In an interview with Kofron, ABC13 asked if the issue of low pay is up to the facility to address or is it a situation that goes deeper.

"Yeah, it's a deeper-rooted issue than that. We can't have 200 infants around as we can with college students. The ratio has to be lower to care and do a high-quality job," said Kofron. "The way our funding system works, it's really on our parents' backs who are paying. If you're a low-income family, you're even more strapped. It's this vicious cycle."

As a result, experts say several parents struggle to re-enter the workforce and continue their education. Kofron says there's a wider-scale economic impact from this issue.

"Texas is losing money as well. We are cutting ourselves short by not allowing all of our workforce to go back to work," Kofron said.

The cost of child care is another dilemma that families are facing. Many can't afford it and are unable to return to the workforce. In comparison, this isn't necessarily a woman's issue; it disproportionately impacts women, said CEO of Workforce Solutions Borderplex, Leila Melendez.

"Women are more likely to work in service jobs that can't be done remotely. Women bear the brunt of child care responsibilities and are typically the first in the household to solve that child care need. They provide the care themselves rather than working in many cases," Melendez said. The state saw a 36% increase in parents leaving the workforce due to child care issues."

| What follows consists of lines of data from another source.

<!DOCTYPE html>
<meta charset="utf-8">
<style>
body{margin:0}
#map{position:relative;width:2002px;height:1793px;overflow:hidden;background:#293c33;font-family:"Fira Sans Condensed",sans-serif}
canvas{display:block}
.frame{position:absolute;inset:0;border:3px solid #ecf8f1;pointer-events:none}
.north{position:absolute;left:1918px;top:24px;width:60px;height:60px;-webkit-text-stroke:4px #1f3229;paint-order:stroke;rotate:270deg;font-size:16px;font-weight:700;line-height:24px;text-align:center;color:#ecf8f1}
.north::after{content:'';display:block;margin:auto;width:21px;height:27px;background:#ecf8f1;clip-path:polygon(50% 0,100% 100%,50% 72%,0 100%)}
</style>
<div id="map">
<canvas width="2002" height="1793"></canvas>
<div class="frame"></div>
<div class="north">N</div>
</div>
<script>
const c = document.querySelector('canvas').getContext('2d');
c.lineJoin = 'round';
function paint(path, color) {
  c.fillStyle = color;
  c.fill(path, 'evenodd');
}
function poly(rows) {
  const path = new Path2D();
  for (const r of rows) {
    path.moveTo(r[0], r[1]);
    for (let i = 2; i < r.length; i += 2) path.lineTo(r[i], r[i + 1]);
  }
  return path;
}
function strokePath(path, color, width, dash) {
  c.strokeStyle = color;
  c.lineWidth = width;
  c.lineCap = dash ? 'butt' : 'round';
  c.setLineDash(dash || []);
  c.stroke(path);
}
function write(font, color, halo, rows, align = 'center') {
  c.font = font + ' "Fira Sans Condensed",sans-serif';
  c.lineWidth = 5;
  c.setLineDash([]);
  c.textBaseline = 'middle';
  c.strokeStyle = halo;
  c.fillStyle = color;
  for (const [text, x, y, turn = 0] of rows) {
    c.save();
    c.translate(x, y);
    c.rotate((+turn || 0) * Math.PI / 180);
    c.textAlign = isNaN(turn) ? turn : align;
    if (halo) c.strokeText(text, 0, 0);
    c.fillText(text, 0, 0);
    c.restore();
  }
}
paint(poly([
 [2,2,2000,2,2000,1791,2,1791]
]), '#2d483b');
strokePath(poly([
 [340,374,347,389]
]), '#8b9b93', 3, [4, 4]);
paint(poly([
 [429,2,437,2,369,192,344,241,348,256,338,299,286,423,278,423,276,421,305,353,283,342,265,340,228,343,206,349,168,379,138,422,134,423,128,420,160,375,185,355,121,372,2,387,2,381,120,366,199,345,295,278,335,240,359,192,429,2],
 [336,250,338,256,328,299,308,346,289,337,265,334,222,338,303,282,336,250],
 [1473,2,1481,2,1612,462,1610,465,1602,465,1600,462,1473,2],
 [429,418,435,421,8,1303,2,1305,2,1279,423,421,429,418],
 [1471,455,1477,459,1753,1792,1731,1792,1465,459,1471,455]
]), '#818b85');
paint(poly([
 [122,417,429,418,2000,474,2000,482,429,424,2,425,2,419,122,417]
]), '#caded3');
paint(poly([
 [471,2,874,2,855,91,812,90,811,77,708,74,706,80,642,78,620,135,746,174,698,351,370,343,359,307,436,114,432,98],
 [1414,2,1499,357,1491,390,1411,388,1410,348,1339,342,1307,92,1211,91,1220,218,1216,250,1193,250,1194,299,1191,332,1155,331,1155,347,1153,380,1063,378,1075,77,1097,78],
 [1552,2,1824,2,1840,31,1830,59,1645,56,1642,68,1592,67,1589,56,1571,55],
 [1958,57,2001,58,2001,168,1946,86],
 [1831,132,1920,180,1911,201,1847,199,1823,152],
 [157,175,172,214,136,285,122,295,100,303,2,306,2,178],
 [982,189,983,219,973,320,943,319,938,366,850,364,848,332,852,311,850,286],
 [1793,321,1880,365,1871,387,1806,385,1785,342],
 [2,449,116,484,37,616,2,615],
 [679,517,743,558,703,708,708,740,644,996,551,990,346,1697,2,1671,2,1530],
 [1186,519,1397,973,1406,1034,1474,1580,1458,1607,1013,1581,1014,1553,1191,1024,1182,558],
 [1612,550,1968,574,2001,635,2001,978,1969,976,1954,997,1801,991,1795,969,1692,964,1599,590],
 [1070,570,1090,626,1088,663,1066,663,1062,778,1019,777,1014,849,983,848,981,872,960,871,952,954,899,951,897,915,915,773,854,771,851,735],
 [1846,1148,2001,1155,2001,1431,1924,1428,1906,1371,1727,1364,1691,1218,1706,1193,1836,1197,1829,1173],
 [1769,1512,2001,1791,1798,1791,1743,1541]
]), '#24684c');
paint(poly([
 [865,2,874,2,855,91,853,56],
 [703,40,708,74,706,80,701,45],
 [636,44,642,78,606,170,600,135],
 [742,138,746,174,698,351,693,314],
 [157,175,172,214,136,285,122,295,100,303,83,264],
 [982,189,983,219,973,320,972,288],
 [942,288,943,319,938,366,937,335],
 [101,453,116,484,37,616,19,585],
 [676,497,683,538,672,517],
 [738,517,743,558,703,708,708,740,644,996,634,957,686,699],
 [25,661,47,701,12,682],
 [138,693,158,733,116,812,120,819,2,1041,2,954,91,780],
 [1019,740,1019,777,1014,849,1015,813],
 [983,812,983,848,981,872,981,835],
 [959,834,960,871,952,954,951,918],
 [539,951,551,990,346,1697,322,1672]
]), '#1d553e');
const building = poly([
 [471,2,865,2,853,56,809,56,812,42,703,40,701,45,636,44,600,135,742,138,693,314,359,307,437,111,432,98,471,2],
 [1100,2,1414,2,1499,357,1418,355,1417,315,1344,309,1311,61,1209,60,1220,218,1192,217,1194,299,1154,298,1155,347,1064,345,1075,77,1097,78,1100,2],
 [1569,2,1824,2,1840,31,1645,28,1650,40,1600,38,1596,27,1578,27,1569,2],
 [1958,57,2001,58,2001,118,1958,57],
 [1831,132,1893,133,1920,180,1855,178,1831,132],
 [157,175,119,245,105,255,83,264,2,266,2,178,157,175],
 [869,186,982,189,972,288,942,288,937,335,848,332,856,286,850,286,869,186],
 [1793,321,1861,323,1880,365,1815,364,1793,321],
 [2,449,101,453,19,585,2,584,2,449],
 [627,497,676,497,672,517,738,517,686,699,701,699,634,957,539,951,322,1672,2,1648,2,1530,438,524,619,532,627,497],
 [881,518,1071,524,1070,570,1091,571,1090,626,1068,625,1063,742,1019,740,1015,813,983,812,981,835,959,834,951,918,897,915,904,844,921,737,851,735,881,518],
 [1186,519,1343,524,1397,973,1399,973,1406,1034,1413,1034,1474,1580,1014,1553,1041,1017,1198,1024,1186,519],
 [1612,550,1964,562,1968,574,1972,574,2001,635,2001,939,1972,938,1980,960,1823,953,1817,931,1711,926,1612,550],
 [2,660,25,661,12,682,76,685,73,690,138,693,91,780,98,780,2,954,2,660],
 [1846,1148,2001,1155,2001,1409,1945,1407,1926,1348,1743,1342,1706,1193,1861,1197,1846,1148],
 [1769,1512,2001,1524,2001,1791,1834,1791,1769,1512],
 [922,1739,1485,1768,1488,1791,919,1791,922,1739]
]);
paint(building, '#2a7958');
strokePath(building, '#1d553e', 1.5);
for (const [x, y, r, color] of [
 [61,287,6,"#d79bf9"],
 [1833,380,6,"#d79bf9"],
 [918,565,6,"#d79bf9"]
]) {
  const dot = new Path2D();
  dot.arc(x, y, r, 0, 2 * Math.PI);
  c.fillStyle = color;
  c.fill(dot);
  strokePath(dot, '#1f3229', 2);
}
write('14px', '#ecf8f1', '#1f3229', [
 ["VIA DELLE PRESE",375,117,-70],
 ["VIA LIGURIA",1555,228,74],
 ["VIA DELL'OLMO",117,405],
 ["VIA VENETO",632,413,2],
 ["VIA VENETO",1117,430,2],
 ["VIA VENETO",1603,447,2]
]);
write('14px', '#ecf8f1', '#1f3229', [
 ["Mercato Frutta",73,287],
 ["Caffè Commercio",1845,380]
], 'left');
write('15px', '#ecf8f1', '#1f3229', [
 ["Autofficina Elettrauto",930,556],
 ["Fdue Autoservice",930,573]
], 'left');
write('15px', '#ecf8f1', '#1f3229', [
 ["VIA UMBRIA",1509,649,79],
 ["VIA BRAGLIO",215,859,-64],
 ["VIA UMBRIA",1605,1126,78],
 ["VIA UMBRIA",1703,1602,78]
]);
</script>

Last March, the federal government passed the American Rescue Plan Act in 2021, which partly provided funding to counties and states to distribute to early childhood care centers.

On Wednesday, Harris County Judge Lina Hidalgo tweeted that funding is still available to help child care centers stay afloat in this time of need.

However, experts say this is just a temporary band-aid and that we need to start thinking about what needs to be done to work towards a long-term solution.

"This is probably about mostly taxes and public policy. Things like tax credits for dependent care accounts, a tax credit for employer contributions to child care, raising the caps on pre-tax contributions, and advocating renewing the expanded Child Tax Credit, which recently expired," said Spurling. "Congress failed to renew it when it was proven to reduce child poverty by almost 30 percent. We can't let our public officials off the hook when they come up with a good idea and then fail to renew it."

"We need to change our mindset that care is not just for families. It's really for all of us. When we have children in high-quality centers, they will be better workers. When they get into that workforce 20 years from now, they will be taking care of us when we're in nursing homes," said Kofron. " I hope to see continued conversations and work across the aisle. This is a bipartisan issue. It affects families on both sides."